Task details: The word "body" may appear in lines of the data; say how many such lines there are, with nothing beyond the number.
Material supplied section start
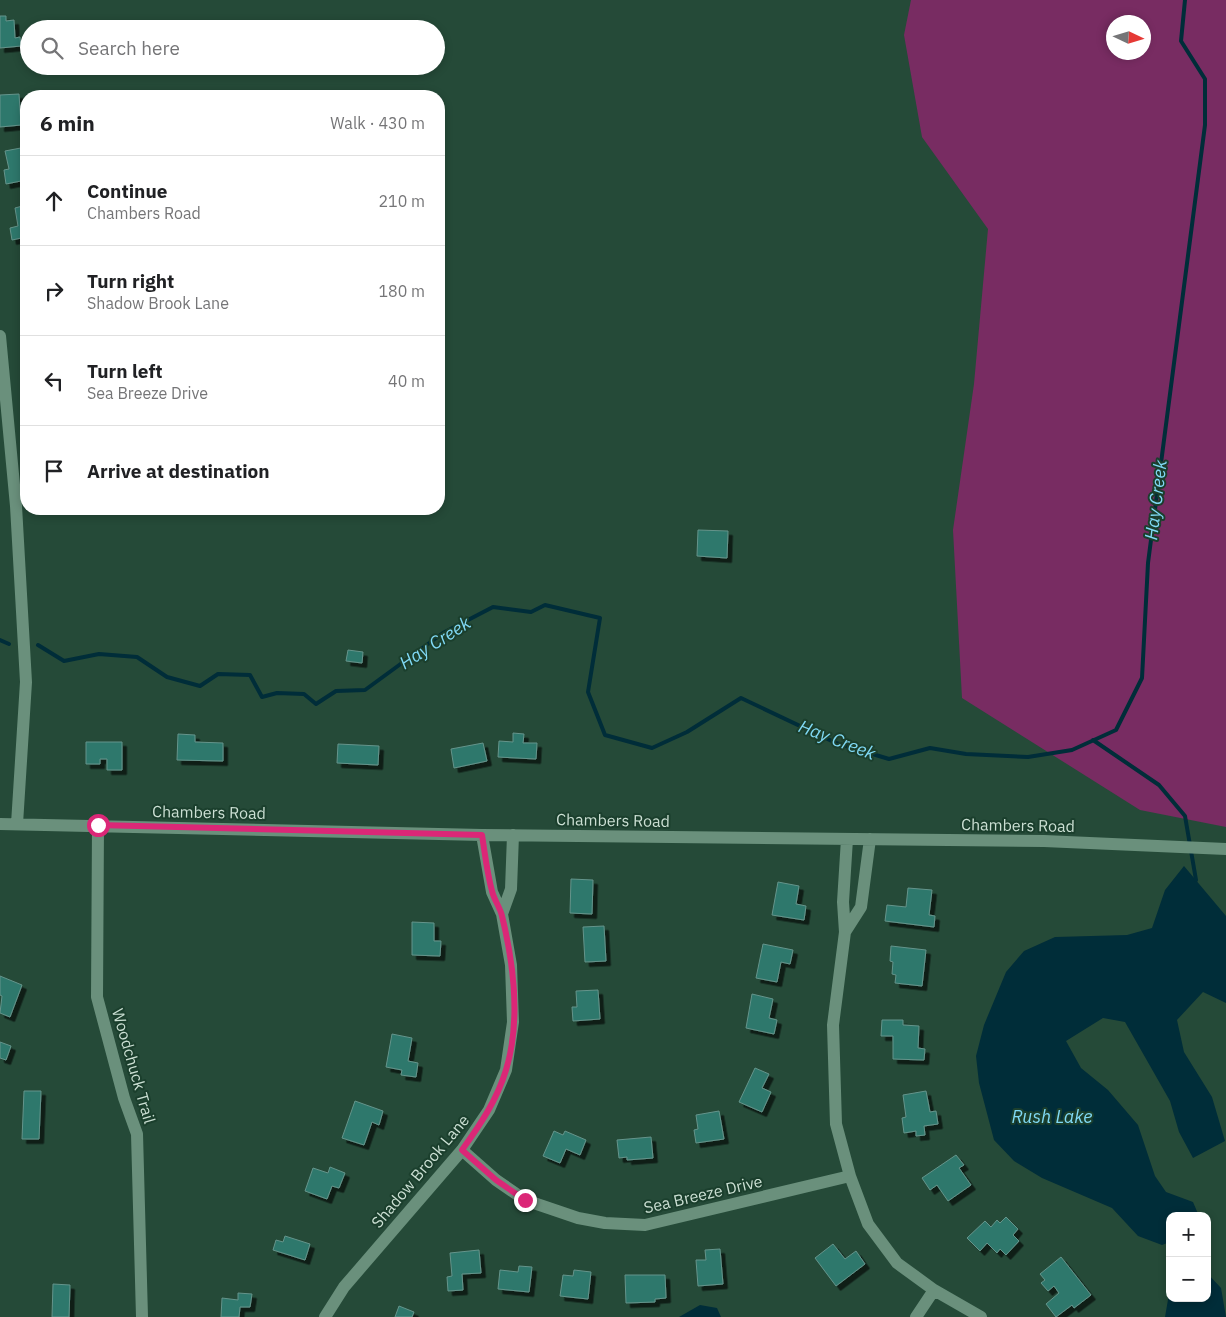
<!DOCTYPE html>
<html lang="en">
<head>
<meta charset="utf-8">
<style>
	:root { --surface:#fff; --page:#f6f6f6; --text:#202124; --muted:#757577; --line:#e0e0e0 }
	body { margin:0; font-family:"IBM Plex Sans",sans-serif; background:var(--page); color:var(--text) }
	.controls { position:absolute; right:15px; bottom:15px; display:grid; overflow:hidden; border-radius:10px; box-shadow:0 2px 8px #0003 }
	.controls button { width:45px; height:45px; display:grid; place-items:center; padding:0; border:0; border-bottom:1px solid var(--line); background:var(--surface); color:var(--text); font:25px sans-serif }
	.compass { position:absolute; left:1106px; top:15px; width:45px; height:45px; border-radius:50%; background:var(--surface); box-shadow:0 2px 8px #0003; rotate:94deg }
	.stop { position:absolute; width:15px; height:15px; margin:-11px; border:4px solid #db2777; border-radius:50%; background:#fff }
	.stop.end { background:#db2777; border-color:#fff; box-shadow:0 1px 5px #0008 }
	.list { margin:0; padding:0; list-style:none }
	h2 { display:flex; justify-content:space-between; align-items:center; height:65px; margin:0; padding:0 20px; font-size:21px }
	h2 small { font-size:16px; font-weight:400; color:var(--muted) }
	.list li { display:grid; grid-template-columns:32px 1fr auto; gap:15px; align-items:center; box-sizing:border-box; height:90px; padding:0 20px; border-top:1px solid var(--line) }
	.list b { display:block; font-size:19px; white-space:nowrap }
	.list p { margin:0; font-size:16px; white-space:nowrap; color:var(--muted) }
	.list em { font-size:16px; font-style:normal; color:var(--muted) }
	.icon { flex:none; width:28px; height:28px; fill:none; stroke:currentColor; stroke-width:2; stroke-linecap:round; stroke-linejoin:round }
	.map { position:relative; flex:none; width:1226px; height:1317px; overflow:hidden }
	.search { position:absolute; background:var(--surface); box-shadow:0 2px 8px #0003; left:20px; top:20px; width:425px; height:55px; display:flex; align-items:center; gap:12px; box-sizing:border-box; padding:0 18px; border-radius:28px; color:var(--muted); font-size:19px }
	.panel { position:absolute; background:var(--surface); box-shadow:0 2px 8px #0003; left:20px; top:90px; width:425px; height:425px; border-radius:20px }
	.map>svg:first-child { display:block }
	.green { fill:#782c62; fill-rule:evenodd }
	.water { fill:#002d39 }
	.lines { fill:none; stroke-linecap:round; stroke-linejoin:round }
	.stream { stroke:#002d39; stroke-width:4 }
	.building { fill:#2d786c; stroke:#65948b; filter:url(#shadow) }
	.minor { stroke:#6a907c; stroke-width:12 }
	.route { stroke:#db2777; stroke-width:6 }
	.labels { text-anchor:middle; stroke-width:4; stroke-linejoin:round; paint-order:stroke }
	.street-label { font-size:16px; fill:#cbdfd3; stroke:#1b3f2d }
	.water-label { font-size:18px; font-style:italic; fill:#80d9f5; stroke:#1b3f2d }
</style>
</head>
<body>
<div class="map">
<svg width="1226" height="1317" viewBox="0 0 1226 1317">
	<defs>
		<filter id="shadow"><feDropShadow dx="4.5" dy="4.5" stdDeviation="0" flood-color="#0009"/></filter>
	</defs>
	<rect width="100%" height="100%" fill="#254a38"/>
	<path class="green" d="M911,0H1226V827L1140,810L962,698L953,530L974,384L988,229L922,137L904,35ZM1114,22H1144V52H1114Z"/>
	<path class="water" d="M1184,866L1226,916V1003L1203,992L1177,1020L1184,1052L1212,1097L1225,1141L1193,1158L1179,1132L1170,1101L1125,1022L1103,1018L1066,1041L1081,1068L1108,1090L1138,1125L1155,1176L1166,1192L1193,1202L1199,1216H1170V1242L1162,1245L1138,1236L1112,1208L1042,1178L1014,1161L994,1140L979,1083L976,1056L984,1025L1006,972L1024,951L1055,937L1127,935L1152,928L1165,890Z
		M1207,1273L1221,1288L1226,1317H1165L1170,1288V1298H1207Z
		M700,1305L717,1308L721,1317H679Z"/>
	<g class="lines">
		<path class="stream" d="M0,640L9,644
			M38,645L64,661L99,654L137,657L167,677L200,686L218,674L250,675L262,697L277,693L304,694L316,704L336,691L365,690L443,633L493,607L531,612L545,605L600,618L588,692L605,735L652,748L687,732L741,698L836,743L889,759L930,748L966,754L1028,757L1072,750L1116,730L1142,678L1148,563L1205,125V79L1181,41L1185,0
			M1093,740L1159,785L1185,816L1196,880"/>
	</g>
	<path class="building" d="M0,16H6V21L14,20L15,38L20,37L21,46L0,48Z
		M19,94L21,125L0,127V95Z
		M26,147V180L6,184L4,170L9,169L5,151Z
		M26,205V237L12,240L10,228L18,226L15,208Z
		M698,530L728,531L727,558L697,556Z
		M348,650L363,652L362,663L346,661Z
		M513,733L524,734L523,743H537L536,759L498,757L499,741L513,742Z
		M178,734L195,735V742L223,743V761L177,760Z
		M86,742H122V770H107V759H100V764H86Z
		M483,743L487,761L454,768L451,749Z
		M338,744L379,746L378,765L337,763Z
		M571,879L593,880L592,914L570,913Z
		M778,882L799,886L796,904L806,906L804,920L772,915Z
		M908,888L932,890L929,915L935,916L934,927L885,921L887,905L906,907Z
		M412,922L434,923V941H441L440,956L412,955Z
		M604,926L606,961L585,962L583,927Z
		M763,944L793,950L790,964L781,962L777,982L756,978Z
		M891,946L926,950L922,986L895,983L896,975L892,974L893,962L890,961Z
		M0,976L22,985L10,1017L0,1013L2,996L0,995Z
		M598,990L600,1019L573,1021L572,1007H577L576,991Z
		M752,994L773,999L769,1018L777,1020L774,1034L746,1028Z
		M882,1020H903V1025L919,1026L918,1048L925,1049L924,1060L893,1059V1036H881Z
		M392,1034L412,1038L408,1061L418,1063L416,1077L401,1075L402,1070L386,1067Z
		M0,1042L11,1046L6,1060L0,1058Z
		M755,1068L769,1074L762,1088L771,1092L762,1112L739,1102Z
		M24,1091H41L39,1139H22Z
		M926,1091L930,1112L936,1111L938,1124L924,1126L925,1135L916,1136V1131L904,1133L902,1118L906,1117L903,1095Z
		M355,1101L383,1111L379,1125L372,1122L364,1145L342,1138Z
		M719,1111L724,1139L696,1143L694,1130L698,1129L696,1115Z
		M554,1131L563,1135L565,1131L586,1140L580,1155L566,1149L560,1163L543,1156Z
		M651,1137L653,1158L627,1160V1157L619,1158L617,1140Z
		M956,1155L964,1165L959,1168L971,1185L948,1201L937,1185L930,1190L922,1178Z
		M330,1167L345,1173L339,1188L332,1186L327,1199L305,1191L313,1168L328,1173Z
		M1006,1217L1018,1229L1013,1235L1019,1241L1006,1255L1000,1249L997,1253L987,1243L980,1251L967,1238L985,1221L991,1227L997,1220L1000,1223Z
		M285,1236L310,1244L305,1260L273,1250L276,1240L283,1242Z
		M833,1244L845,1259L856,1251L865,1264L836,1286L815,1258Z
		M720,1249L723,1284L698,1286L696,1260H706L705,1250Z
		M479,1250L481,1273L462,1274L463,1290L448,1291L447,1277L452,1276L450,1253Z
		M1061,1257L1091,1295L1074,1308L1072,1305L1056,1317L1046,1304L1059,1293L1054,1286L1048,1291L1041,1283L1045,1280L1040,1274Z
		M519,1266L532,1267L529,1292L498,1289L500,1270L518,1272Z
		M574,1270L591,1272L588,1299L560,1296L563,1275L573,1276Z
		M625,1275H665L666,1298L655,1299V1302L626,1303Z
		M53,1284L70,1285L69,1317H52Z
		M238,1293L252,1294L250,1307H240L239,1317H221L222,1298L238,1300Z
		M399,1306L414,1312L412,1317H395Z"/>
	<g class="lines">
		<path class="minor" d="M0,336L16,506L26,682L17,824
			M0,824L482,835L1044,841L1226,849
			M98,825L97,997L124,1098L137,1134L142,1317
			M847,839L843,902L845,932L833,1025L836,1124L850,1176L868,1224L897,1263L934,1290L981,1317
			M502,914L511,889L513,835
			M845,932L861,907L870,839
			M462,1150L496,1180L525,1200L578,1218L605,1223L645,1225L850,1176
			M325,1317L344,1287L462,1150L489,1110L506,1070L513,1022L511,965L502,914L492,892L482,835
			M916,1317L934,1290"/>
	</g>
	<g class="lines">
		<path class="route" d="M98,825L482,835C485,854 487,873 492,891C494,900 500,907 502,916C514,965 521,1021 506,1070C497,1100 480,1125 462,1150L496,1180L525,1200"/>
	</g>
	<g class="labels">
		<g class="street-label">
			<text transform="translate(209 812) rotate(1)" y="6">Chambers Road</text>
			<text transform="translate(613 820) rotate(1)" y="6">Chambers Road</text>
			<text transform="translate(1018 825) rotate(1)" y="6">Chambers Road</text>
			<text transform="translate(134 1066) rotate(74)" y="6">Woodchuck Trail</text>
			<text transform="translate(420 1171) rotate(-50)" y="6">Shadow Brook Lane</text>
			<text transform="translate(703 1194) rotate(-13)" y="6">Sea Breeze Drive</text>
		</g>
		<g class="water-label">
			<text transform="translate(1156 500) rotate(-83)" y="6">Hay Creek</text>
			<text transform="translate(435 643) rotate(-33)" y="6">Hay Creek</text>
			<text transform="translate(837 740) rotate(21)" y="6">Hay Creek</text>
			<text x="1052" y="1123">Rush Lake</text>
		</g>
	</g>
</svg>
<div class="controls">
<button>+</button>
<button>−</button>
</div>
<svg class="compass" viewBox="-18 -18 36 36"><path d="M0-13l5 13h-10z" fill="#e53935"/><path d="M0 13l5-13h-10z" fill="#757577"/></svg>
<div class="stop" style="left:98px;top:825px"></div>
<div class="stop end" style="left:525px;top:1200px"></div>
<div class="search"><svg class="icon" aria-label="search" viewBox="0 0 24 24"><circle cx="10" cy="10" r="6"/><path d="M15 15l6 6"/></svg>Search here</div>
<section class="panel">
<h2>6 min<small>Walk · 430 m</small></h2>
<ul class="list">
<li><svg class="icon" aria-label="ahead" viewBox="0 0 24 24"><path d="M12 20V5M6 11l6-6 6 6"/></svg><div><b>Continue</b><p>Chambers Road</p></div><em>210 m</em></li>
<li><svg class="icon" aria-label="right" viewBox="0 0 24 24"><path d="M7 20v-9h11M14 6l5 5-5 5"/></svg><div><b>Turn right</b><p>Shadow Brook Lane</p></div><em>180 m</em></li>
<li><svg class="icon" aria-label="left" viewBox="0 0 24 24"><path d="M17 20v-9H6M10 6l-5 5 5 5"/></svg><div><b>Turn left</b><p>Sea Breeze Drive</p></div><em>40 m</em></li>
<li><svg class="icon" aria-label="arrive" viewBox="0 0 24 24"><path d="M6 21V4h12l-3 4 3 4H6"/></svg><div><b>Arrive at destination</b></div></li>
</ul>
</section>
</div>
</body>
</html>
Material supplied section end
Response below: 3